The book is set in Partageuse, South West Australia. Tom Sherbourne, just home from the First World War takes a job as a lighthouse keeper on Janus Rock to counteract the effects of war; needing the silence and nature to soothe his troubled mind. The island is miles off the coast of Partageuse and the store boat only visits every three months, the lighthouse keeper is granted a month’s leave every three years. Tom is meticulous in carrying out his duties and is principled and disciplined. I loved Tom’s character, his quiet dignity and diligence, the love he felt for his wife. A good man put in a terrible position.

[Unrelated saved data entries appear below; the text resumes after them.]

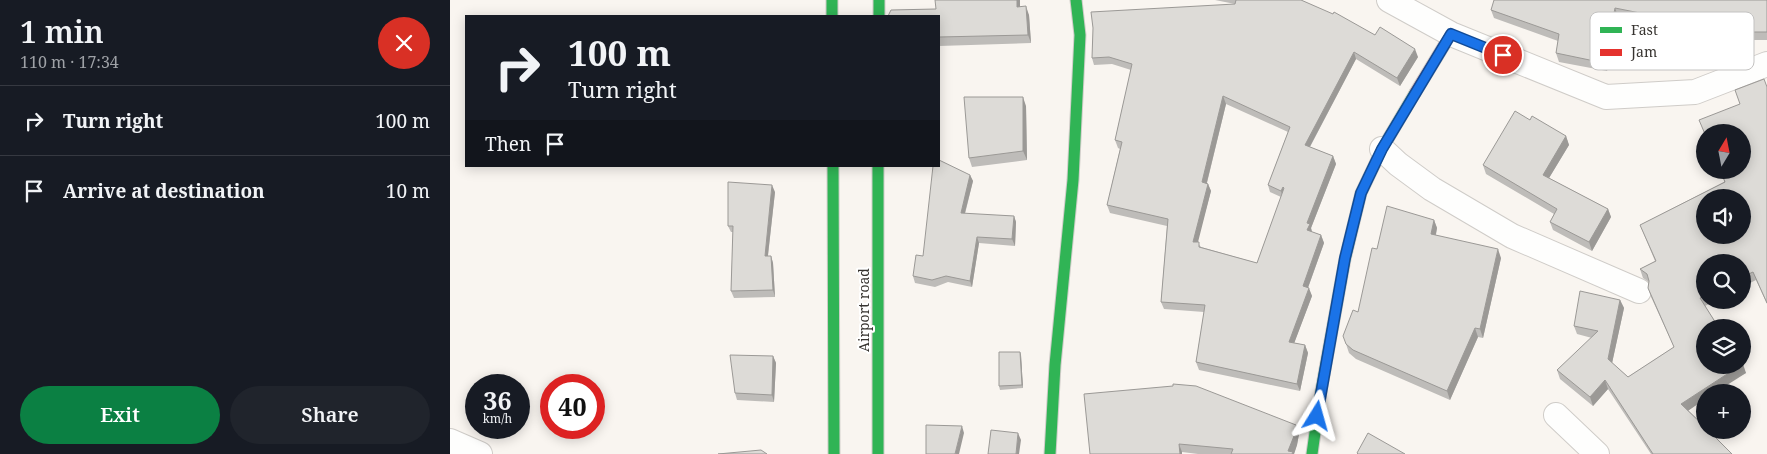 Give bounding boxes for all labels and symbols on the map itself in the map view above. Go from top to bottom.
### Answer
legend [1590,12,1754,70]
text: Fast [1631,20,1658,39]
pin [1482,34,1524,76]
text: Jam [1630,42,1657,61]
north arrow [1696,124,1751,179]
street label: Airport road [854,268,873,352]
speed limit sign: 40 [540,374,605,439]
position arrow [1290,389,1342,441]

Whilst on leave in Partageuse, Tom meets Izzy, the two fall in love and move back to Janus to start married life together. Izzy’s greatest wish is to have a child and when she suffers two miscarriages and then a stillbirth, she is heartbroken.

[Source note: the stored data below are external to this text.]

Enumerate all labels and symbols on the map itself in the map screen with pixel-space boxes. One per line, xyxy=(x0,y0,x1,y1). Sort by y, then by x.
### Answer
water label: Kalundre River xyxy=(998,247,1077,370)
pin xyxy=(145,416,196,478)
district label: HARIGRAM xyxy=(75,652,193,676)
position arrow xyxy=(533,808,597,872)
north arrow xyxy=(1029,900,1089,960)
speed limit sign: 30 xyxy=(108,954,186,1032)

The crux of the story comes into being when a boat is washed up with a dead man and a baby inside. Against every moral fibre of his being, Tom is convinced by Izzy to let her keep the baby. You know this is not going to end well.

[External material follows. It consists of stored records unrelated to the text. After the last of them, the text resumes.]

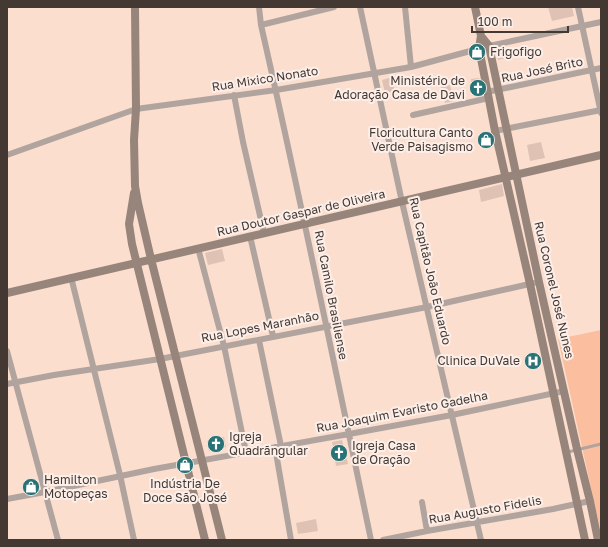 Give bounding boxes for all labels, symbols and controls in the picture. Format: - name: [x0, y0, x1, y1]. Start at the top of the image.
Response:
- scale bar: [472, 8, 568, 34]
- text: 100 m: [478, 14, 512, 29]
- shop icon: Frigofigo: [467, 42, 487, 62]
- place label: Frigofigo: [490, 44, 542, 59]
- street label: Rua José Brito: [500, 54, 584, 85]
- street label: Rua Mixico Nonato: [211, 63, 319, 94]
- place label: Ministério de Adoração Casa de Davi: [334, 73, 465, 102]
- church icon: Ministério de Adoração Casa de Davi: [468, 78, 488, 98]
- place label: Floricultura Canto Verde Paisagismo: [369, 125, 473, 154]
- shop icon: Floricultura Canto Verde Paisagismo: [476, 130, 496, 150]
- street label: Rua Doutor Gaspar de Oliveira: [215, 186, 386, 239]
- street label: Rua Capitão João Eduardo: [406, 196, 455, 346]
- street label: Rua Coronel José Nunes: [531, 220, 578, 360]
- street label: Rua Camilo Brasiliense: [312, 229, 351, 361]
- street label: Rua Lopes Maranhão: [200, 308, 320, 345]
- hospital icon: Clinica DuVale: [523, 351, 543, 371]
- place label: Clinica DuVale: [437, 353, 520, 368]
- street label: Rua Joaquim Evaristo Gadelha: [315, 388, 489, 435]
- place label: Igreja Quadrãngular: [229, 429, 308, 458]
- church icon: Igreja Quadrãngular: [206, 434, 226, 454]
- place label: Igreja Casa de Oração: [352, 438, 416, 467]
- church icon: Igreja Casa de Oração: [329, 443, 349, 463]
- shop icon: Indústria De Doce São José: [175, 455, 195, 475]
- place label: Hamilton Motopeças: [44, 472, 108, 501]
- place label: Indústria De Doce São José: [143, 476, 227, 505]
- shop icon: Hamilton Motopeças: [21, 477, 41, 497]
- street label: Rua Augusto Fidelis: [427, 492, 542, 527]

The descriptions of the island and the lighthouse with the weather and the sense of isolation are just wonderful, so evocative that it has you yearning for life on Janus.

The genius of this book is making all the characters real, normal, flawed individuals who are ultimately good people with such tragic life stories that you really feel for them and understand the decisions made…until you meet the person who has been affected by that decision, who is also a good person who life hasn’t treated at all well. The layers keep peeling away like onion skins and you are forced to confront your own moral standpoint.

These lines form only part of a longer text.